Re: Yet another memory provider: can linaro organize a meeting?

Li Li <eggonlea@xxxxxxxxx> · Wed, 16 Mar 2011 15:37:59 +0800

Sorry but I feel the discussion is a bit off the point. We're not
going to compare the pros and cons of current code (GEM/TTM, HWMEM,
UMP, CMA, VCM, CMEM, PMEM, etc.)

The real problem is to find a suitable unified memory management
module for various kinds of HW components (including CPU, VPU, GPU,
camera, FB/OVL, etc.), especially for ARM based SOC. Some HW requires
physical continuous big chunk of memory (e.g. some VPU & OVL); while
others could live with DMA chain (e.g. some powerful GPU has built-in
MMU).

So, what's current situation?

1) As Hans mentioned, there're GEM & TTM in upstream kernel, under the
DRM framework (w/ KMS, etc.). This works fine on conventional (mostly
Xorg-based) Linux distribution.

2) But DRM (or GEM/TTM) is still too heavy and complex to some
embedded OS, which only want a cheaper memory management module.
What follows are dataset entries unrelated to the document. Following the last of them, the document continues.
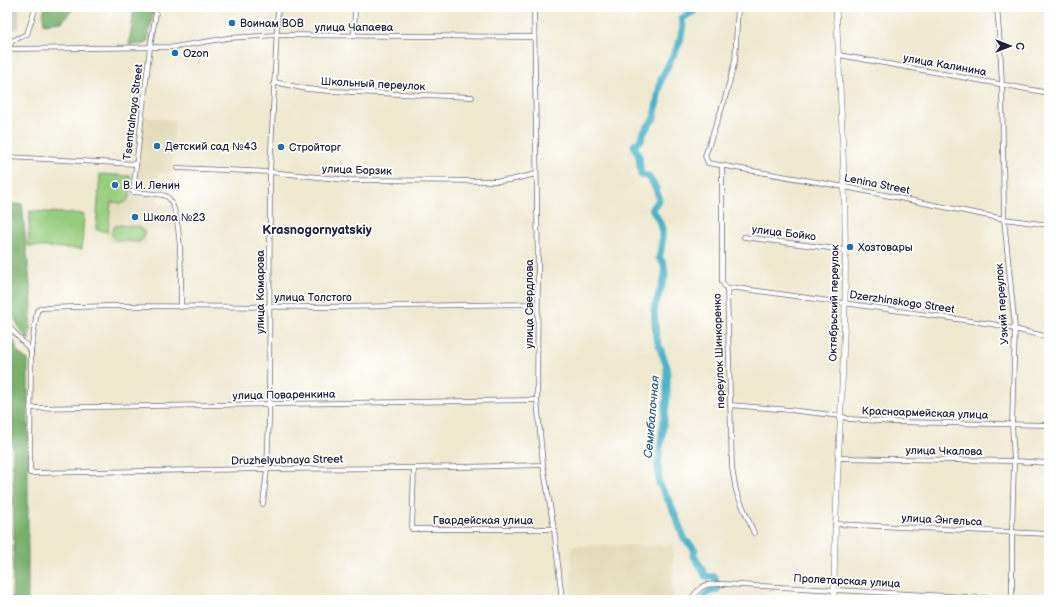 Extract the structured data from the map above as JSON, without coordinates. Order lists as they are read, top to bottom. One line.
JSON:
{"streets":{"street":["улица Чапаева","улица Калинина","Школьный переулок","Tsentralnaya Street","улица Борзик","Lenina Street","улица Бойко","улица Комарова","улица Толстого","Dzerzhinskogo Street","Октябрьский переулок","улица Свердлова","Узкий переулок","переулок Шинкоренко","улица Поваренкина","Красноармейская улица","улица Чкалова","Druzhelyubnaya Street","Гвардейская улица","улица Энгельса","Пролетарская улица"]},"crossings":[["улица Чапаева","Tsentralnaya Street"],["улица Чапаева","улица Комарова"],["улица Чапаева","улица Свердлова"],["улица Калинина","Октябрьский переулок"],["улица Калинина","Узкий переулок"],["Школьный переулок","улица Комарова"],["Tsentralnaya Street","улица Толстого"],["улица Борзик","улица Комарова"],["улица Борзик","улица Свердлова"],["Lenina Street","Октябрьский переулок"],["Lenina Street","Узкий переулок"],["Lenina Street","переулок Шинкоренко"],["улица Бойко","Октябрьский переулок"],["улица Комарова","улица Толстого"],["улица Комарова","улица Поваренкина"],["улица Комарова","Druzhelyubnaya Street"],["улица Толстого","улица Свердлова"],["Dzerzhinskogo Street","Октябрьский переулок"],["Dzerzhinskogo Street","Узкий переулок"],["Dzerzhinskogo Street","переулок Шинкоренко"],["Октябрьский переулок","Красноармейская улица"],["Октябрьский переулок","улица Чкалова"],["Октябрьский переулок","улица Энгельса"],["Октябрьский переулок","Пролетарская улица"],["улица Свердлова","улица Поваренкина"],["улица Свердлова","Druzhelyubnaya Street"],["улица Свердлова","Гвардейская улица"],["Узкий переулок","Красноармейская улица"],["Узкий переулок","улица Чкалова"],["Узкий переулок","улица Энгельса"],["Узкий переулок","Пролетарская улица"],["переулок Шинкоренко","Красноармейская улица"],["улица Поваренкина","Druzhelyubnaya Street"],["Druzhelyubnaya Street","Гвардейская улица"]],"districts":["Krasnogornyatskiy"],"water":["Семибалочная"],"places":["Воинам ВОВ","Ozon","Детский сад №43","Стройторг","В. И. Ленин","Школа №23","Хозтовары"],"north":"right"} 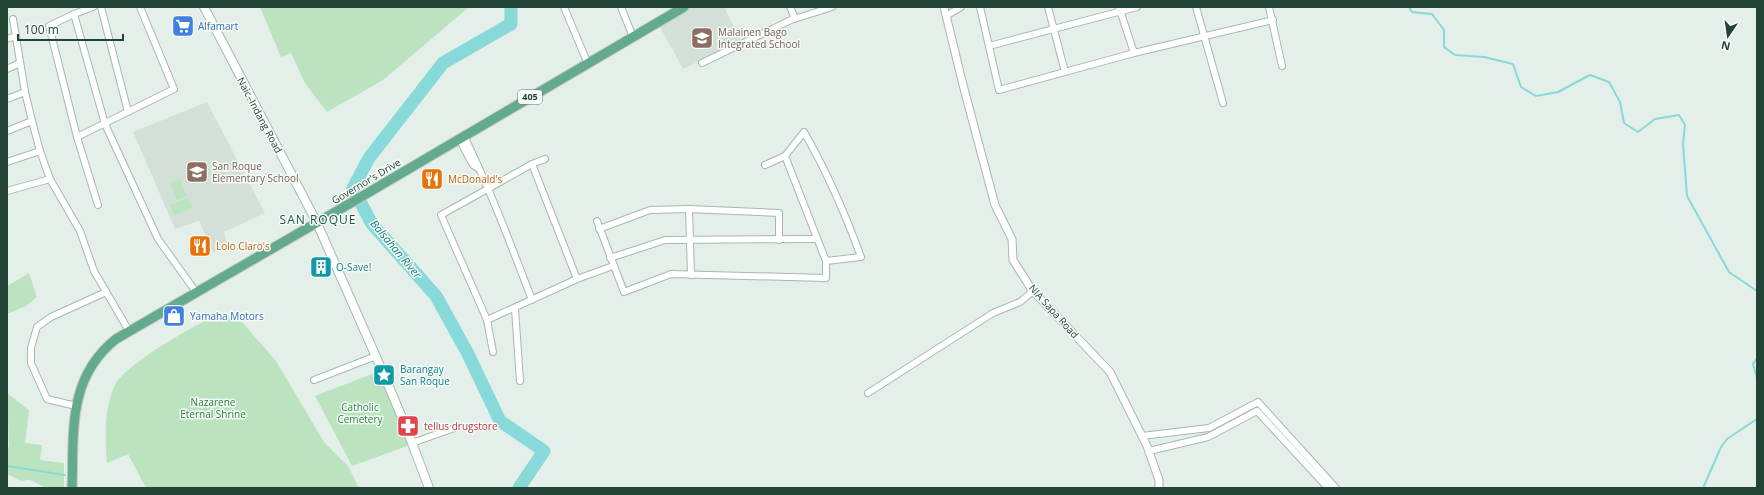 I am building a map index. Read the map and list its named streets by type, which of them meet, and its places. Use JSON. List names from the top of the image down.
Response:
{
  "streets": {
    "main road": ["405", "Naic–Indang Road", "Governor's Drive"],
    "street": ["NIA Sapa Road"]
  },
  "crossings": [
    ["Naic–Indang Road", "Governor's Drive"]
  ],
  "districts": ["SAN ROQUE"],
  "water": ["Balsahan River"],
  "parks": ["Nazarene Eternal Shrine", "Catholic Cemetery"],
  "places": {
    "supermarket": ["Alfamart"],
    "school or university": ["Malainen Bago Integrated School", "San Roque Elementary School"],
    "restaurant": ["McDonald's", "Lolo Claro's"],
    "building": ["O-Save!"],
    "shop": ["Yamaha Motors"],
    "place": ["Barangay San Roque"],
    "pharmacy": ["tellus drugstore"]
  },
  "scale_bar": "100 m",
  "north": "bottom"
} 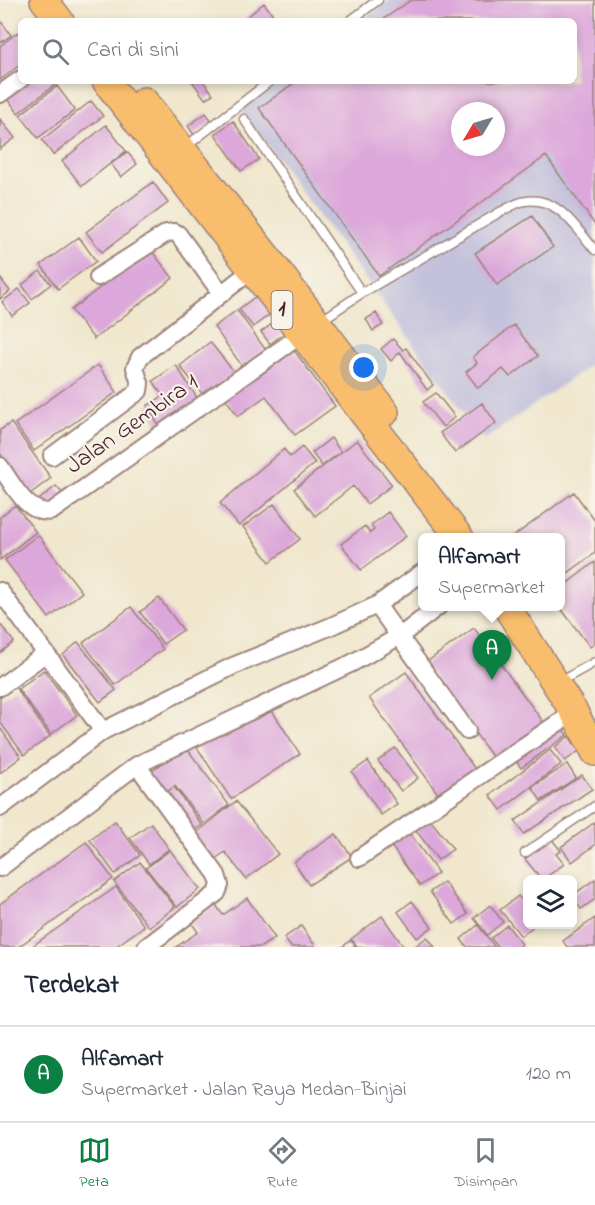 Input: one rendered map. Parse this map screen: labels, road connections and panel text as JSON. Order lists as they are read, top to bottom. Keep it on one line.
{"streets":{"highway":["1"],"street":["Jalan Gembira 1"]},"crossings":[["1","Jalan Gembira 1"]],"north":"bottom left","page":{"search":"Cari di sini","popup":["Alfamart","Supermarket"],"pins":"A","heading":"Terdekat","list":[{"mark":"A","name":"Alfamart","note":"Supermarket · Jalan Raya Medan-Binjai","value":"120 m"}],"nav":["Peta","Rute","Disimpan"]}} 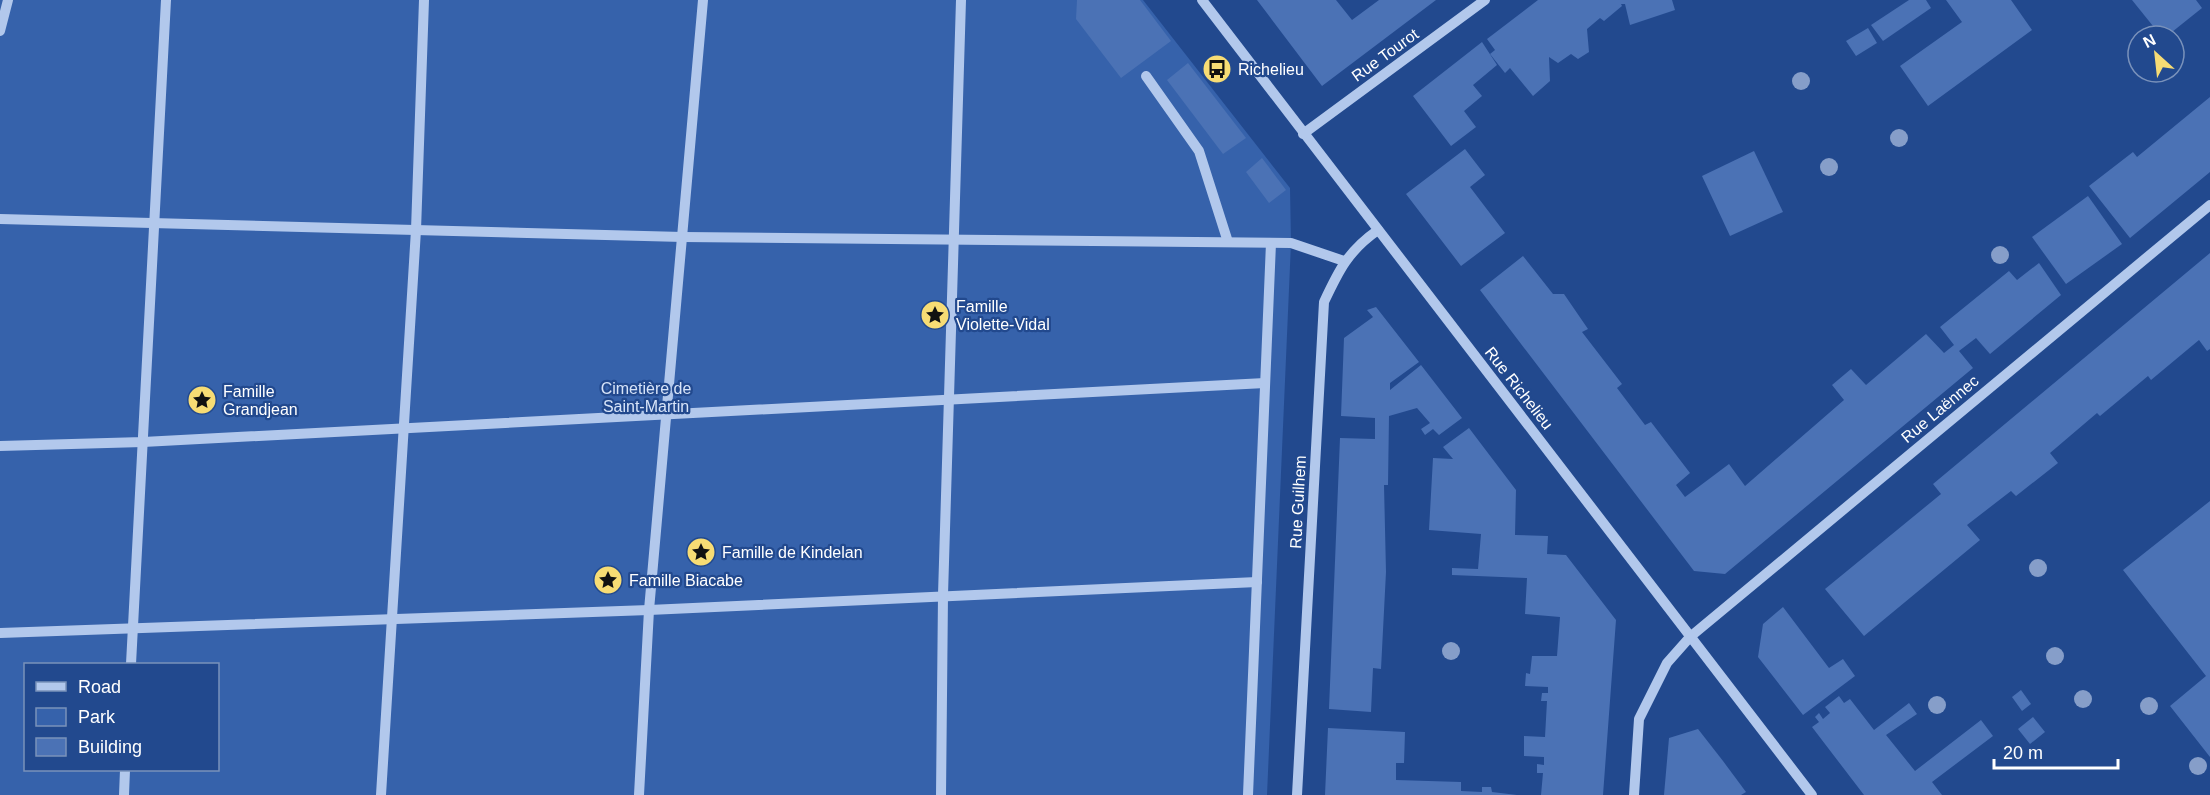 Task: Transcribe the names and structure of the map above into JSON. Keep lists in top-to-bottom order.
{
  "streets": {
    "street": [
      "Rue Tourot",
      "Rue Richelieu",
      "Rue Laënnec",
      "Rue Guilhem"
    ]
  },
  "crossings": [
    ["Rue Tourot", "Rue Richelieu"],
    ["Rue Richelieu", "Rue Laënnec"],
    ["Rue Richelieu", "Rue Guilhem"]
  ],
  "parks": ["Cimetière de Saint-Martin"],
  "places": {
    "bus stop": ["Richelieu"],
    "place": [
      "Famille Violette-Vidal",
      "Famille Grandjean",
      "Famille de Kindelan",
      "Famille Biacabe"
    ]
  },
  "legend": ["Road", "Park", "Building"],
  "scale_bar": "20 m",
  "north": "top left"
}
So...

2.1) Google uses PMEM in Android - However PMEM was removed from
upstream kernel for well-known reasons;

2.2) Qualcomm writes a hybrid KGSL based DRM+PMEM solution - However
KGSL was shamed in dri-devel list because their close user space
binary.

2.3) ARM starts UMP/MaliDRM for both of Android and X11/DRI2 - This
makes things even more complicated. (Therefore I personally think this
is actually a shame for ARM to create another private SW. As a leader
of Linaro, ARM should think more and coordinate with partners better
to come up a unified solution to make our life easier.)

2.4) Other companies also have their own private solutions because
nobody can get a STANDARD interface from upstream, including Marvell,
TI, Freescale.

In general, it would be highly appreciated if Linaro guys could sit
down together around a table, co-work with silicon vendors and
upstream Linux kernel maintainers to make a unified (and cheaper than
GEM/TTM/DRM) memory management module. This module should be reviewed
carefully and strong enough to replace any other private memory
manager mentioned above. It should replace PMEM for Android (with
respect to Gralloc). And it could even be leveraged in DRM framework
(as a primitive memory allocation provider under GEM).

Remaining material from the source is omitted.